→ **ASSIGNED TASK**: Copy the lines below exactly, starting with the first and finishing with the one holding "filter:drop-shadow(2px 0 #8e7f5b)"; do not copy the pictures.

==== DATA SECTION

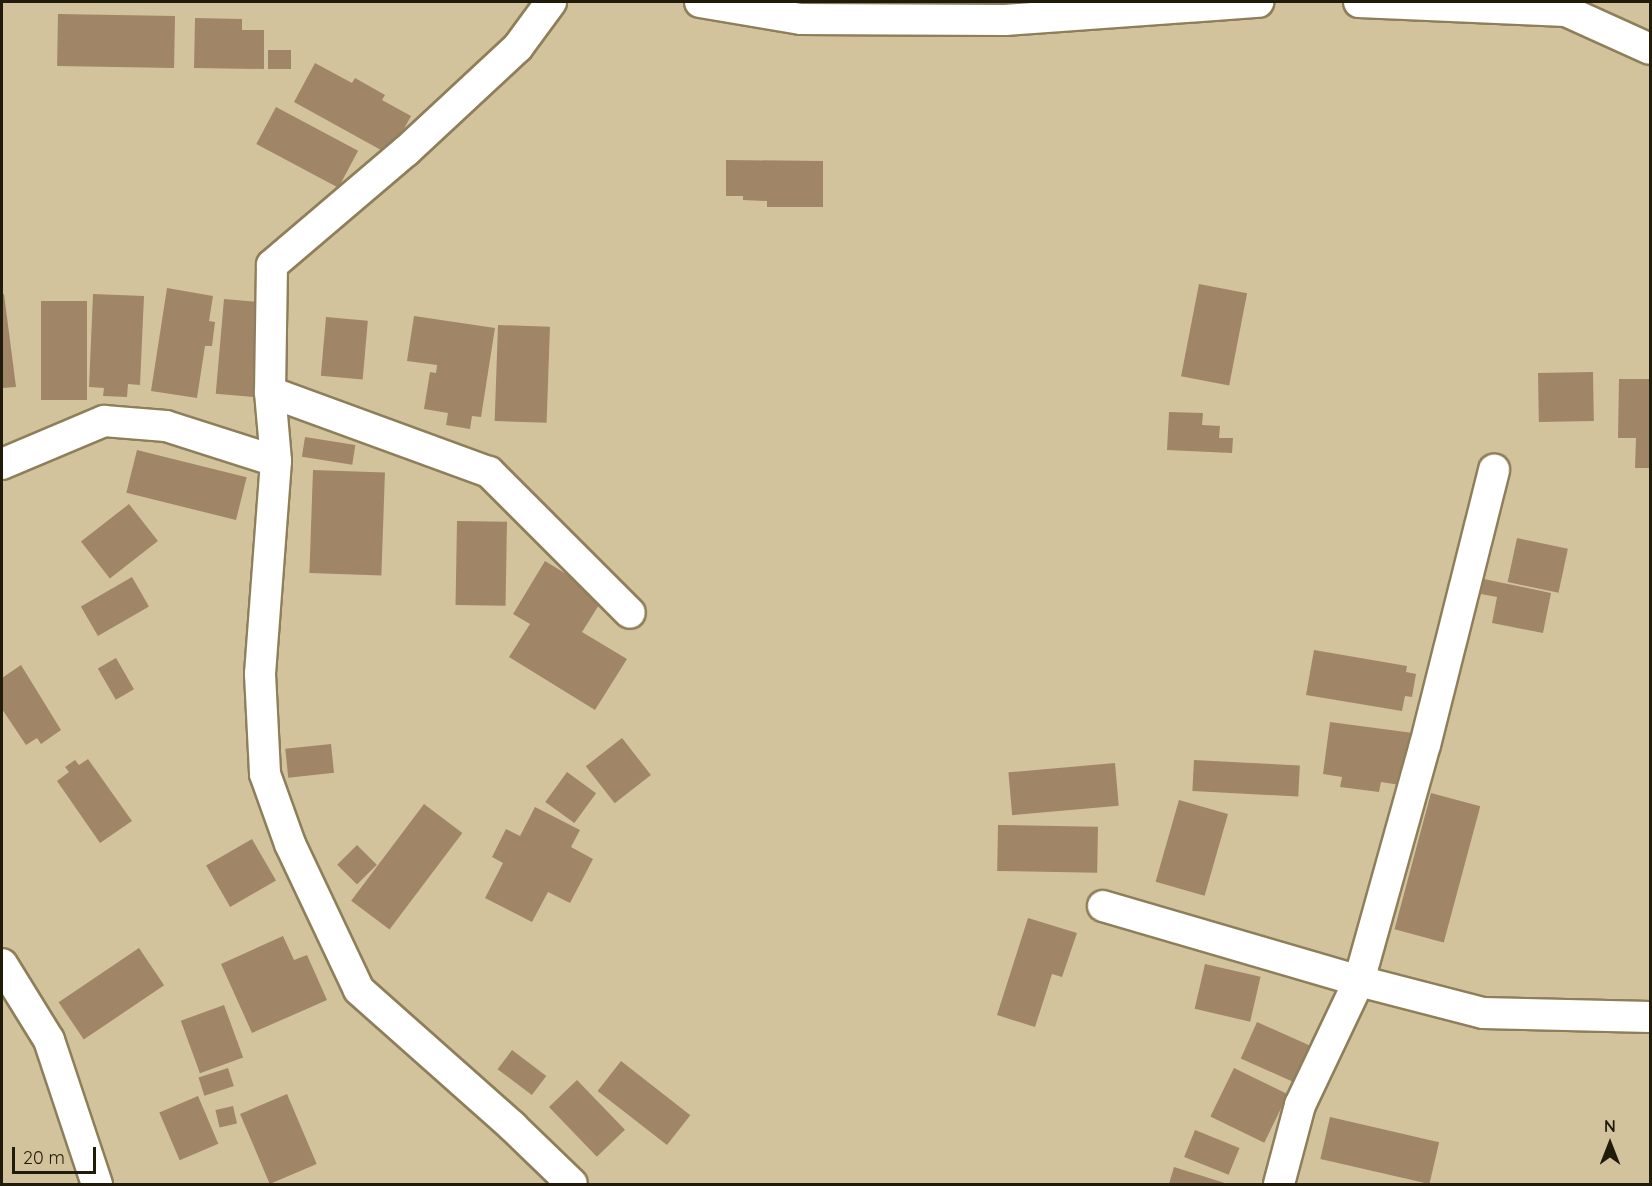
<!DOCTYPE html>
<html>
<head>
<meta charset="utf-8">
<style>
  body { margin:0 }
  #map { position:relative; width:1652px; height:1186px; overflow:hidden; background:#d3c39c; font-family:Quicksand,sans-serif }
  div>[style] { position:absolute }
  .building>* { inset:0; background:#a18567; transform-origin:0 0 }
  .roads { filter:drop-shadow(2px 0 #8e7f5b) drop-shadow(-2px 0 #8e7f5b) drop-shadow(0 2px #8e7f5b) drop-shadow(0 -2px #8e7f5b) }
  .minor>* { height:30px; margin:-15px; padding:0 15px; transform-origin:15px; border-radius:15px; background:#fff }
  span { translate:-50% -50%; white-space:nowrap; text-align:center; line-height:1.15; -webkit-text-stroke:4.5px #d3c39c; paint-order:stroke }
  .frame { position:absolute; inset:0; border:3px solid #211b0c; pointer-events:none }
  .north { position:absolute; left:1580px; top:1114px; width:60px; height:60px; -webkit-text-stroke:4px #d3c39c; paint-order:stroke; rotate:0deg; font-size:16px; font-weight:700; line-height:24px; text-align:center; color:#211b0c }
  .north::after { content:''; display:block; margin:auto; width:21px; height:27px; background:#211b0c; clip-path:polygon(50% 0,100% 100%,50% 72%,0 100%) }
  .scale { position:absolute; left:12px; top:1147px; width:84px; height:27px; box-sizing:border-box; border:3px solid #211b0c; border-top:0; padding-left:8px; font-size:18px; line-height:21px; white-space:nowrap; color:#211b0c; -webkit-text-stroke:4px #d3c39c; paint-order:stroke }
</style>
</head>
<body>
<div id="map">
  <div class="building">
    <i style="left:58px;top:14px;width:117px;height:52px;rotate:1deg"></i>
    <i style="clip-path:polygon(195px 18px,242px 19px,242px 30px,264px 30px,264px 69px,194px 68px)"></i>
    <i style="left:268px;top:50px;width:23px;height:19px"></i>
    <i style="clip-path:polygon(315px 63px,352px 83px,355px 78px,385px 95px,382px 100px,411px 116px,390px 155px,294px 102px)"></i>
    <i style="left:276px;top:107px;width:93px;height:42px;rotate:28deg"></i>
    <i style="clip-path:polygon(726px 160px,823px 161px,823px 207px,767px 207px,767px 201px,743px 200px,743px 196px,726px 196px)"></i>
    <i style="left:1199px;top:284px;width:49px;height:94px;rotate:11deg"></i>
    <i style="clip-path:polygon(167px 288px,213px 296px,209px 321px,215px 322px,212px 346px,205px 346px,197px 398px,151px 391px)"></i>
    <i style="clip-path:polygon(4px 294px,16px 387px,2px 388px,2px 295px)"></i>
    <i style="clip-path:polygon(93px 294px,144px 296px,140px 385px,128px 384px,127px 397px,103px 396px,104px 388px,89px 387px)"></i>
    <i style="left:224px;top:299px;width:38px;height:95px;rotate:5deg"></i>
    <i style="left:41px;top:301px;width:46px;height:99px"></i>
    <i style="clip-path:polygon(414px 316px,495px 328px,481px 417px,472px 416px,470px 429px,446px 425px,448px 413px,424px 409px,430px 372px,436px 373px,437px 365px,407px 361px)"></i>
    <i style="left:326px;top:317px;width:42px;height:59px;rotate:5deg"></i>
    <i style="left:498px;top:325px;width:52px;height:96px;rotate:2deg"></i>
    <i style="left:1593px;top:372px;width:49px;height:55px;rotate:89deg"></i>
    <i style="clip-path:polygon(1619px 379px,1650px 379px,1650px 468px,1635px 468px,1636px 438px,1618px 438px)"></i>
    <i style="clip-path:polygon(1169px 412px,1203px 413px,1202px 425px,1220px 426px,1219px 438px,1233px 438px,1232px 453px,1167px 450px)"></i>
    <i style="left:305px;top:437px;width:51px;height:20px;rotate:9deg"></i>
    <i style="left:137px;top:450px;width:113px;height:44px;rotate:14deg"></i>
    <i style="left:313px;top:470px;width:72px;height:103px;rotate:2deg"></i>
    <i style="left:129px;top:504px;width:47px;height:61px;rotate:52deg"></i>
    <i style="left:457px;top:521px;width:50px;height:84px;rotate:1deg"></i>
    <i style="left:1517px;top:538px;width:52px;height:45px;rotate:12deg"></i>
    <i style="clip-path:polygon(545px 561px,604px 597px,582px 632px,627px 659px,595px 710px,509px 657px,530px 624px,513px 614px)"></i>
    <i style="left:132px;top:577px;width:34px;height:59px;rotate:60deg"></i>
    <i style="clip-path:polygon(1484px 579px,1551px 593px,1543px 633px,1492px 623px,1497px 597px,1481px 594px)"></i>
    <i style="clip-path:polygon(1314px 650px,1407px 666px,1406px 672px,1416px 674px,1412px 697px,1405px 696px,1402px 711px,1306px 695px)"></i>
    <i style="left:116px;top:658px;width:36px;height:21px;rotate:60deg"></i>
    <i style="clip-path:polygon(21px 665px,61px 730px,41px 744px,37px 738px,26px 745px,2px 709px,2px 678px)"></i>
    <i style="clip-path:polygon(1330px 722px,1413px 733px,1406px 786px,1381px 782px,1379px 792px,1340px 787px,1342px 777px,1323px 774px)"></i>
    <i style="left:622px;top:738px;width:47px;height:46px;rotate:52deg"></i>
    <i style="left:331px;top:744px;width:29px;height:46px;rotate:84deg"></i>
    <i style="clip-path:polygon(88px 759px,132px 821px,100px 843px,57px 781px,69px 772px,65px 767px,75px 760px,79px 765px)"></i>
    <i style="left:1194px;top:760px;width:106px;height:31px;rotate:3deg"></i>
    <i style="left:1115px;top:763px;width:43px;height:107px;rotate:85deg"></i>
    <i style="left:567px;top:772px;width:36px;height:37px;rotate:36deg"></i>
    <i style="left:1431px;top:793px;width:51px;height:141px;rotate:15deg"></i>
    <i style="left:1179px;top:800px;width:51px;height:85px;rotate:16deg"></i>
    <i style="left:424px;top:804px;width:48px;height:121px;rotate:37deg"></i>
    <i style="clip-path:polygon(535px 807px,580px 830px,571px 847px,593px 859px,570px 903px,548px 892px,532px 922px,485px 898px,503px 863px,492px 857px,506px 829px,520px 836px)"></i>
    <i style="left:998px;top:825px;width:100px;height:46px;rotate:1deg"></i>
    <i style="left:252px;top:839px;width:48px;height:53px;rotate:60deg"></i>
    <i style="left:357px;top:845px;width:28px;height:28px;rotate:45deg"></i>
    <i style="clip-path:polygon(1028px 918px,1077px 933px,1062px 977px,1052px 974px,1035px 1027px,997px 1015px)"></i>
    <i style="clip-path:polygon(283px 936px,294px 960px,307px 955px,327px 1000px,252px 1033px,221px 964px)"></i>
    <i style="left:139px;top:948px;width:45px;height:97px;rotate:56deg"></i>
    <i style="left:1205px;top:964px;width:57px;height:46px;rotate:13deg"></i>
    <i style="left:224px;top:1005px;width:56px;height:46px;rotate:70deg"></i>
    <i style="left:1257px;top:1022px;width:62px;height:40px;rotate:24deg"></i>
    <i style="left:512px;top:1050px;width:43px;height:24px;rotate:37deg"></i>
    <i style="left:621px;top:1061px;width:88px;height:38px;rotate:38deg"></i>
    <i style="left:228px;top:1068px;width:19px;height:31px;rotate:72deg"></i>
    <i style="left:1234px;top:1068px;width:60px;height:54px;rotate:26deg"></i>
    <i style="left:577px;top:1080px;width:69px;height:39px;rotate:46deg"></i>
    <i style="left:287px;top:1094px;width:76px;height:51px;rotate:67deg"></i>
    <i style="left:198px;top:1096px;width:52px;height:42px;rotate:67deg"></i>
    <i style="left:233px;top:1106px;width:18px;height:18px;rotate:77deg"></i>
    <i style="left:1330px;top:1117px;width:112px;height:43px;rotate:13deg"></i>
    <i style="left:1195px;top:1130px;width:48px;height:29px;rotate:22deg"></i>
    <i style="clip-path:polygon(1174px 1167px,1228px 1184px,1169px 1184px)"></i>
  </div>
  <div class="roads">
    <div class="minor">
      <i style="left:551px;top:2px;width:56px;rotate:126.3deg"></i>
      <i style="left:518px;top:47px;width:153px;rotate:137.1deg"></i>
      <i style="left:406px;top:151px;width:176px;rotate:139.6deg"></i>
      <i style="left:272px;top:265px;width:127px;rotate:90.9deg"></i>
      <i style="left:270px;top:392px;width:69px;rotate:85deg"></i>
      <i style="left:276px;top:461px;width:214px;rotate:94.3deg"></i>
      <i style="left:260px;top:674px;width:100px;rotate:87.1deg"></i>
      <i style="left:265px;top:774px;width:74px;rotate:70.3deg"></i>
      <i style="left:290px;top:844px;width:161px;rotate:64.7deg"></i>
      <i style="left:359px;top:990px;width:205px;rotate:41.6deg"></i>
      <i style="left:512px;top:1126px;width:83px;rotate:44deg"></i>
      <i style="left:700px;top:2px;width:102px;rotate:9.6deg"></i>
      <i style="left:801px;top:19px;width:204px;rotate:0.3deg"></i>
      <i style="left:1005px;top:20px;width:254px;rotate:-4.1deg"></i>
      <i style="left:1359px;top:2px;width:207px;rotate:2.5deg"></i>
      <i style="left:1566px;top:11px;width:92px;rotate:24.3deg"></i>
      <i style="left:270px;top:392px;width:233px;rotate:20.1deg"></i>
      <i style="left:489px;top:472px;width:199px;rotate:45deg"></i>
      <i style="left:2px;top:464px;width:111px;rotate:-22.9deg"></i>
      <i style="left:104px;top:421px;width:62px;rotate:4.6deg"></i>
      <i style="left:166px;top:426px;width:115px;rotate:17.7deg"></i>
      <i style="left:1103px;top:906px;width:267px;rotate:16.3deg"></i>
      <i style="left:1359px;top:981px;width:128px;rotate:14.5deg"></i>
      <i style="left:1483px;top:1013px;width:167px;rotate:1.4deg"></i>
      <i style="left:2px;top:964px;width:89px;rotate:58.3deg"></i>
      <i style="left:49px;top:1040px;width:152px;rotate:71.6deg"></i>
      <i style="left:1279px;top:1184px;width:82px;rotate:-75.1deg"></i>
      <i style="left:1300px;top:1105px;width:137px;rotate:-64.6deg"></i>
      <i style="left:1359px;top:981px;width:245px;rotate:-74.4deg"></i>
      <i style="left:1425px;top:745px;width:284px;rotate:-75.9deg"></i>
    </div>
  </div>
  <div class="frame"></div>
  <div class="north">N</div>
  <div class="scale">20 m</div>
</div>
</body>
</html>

========

→ **SOLVED PROBLEM**:
<!DOCTYPE html>
<html>
<head>
<meta charset="utf-8">
<style>
  body { margin:0 }
  #map { position:relative; width:1652px; height:1186px; overflow:hidden; background:#d3c39c; font-family:Quicksand,sans-serif }
  div>[style] { position:absolute }
  .building>* { inset:0; background:#a18567; transform-origin:0 0 }
  .roads { filter:drop-shadow(2px 0 #8e7f5b) drop-shadow(-2px 0 #8e7f5b) drop-shadow(0 2px #8e7f5b) drop-shadow(0 -2px #8e7f5b) }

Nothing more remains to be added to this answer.